En bus, en métro, en taxi collectif, plusieurs milliers d’Iraniens ont convergé, jeudi en fin d’après-midi, vers Mossala, un grand centre de prière de Téhéran, pour rendre hommage aux «martyrs» de la contestation post-électorale. Accueillis à coups de gaz lacrymogène, ils ont rapidement été dispersés par les forces de l’ordre, pour ensuite se rassembler sur différentes places de la capitale. Deux heures plus tôt, ils s’étaient d’abord donné rendez-vous au cimetière Behecht-é Zahra, où Mir Hossein Moussavi, le leader de l’opposition, a été refoulé par la police.

Situé à la périphérie de la capitale, ce cimetière héberge la dépouille des victimes de la répression, dont celle de Neda, une jeune femme tuée il y a six semaines, lors d’une des nombreuses manifestations contre l’élection d’Ahmadinejad. Sa mort, filmée par un manifestant, et relayée sur YouTube, avait alors rapidement fait le tour de la planète. Erigée en véritable symbole de la contestation, des hommages internationaux lui sont régulièrement rendus: concerts, expositions, conférences.

Cette vague inédite de protestation dans l’histoire de la République islamique, largement relayée à l’étranger, embarrasse les autorités iraniennes. Cette semaine, la révélation, au grand jour, de nouvelles victimes de la violence post-électorale a poussé le régime à faire quelques gestes de clémence, parmi lesquels la fermeture d’un centre de détention et la libération de 140 prisonniers politiques. Jeudi, on apprenait également que les épouses de deux ténors du courant réformiste, Mostafa Tadjzadeh et Behzad Nabavi, incarcérés au lendemain du scrutin du 12 juin, ont enfin pu leur parler au téléphone. Elles étaient sans nouvelles d’eux depuis leur arrestation. De son côté, le chef de la police, Ismail Ahmadi-Moqaddam, vient d’admettre que certains officiers «sont allés trop loin» pendant les manifestations. «Les officiers de police sont tenus de ne pas violer la loi», a-t-il dit, d’après le site Internet de la télévision iranienne en langue anglaise, Press TV.

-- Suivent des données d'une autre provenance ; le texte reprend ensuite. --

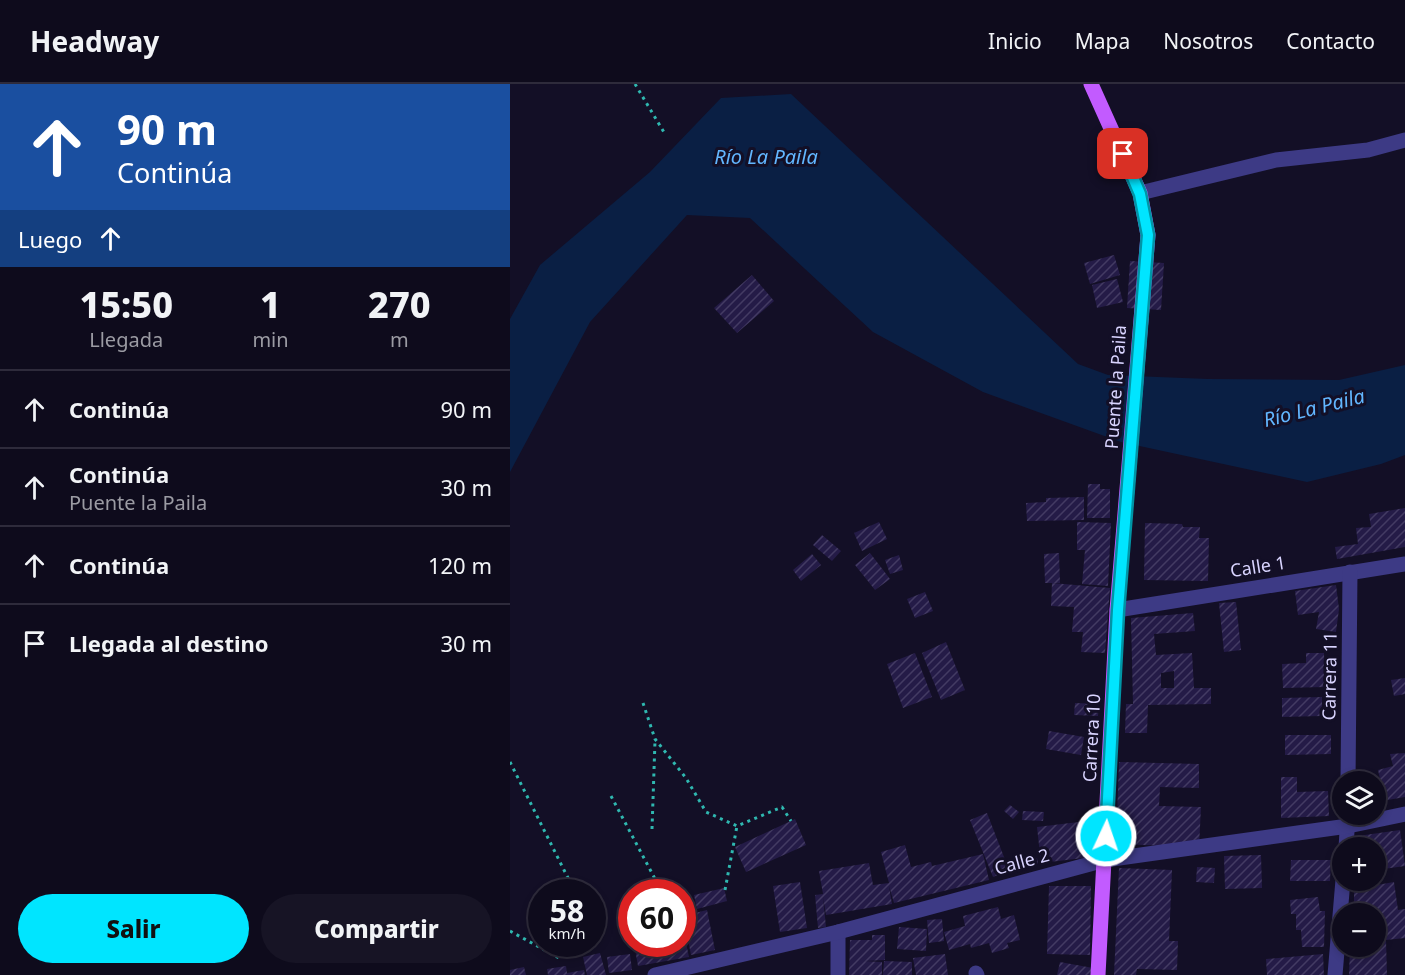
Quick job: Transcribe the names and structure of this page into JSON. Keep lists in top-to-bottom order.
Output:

Mais pour l’opposition, ces concessions ne font que maquiller une crise beaucoup plus profonde. «Il ne suffit pas de fermer un centre de détention en le déclarant «pas aux normes». Qu’est-ce que veut dire «pas aux normes»? Est-ce que cela veut dire que le système d’aération ou les toilettes ne fonctionnent pas? Non. Des crimes ont été commis, des vies ont été prises», s’insurge l’ex-président réformiste Mohammad Khatami, dans une déclaration relayée par le site internet de sa Fondation Baran, et qui donne le ton de la contestation. A Qom, les dignitaires religieux proches du courant réformiste continuent à multiplier les mises en garde. «Je conseille à nouveau vivement aux autorités d’agir avant que la crise actuelle ne s’enracine», déclare l’ayatollah Montazeri dans un communiqué mis en ligne sur le site Etemad-e Melli.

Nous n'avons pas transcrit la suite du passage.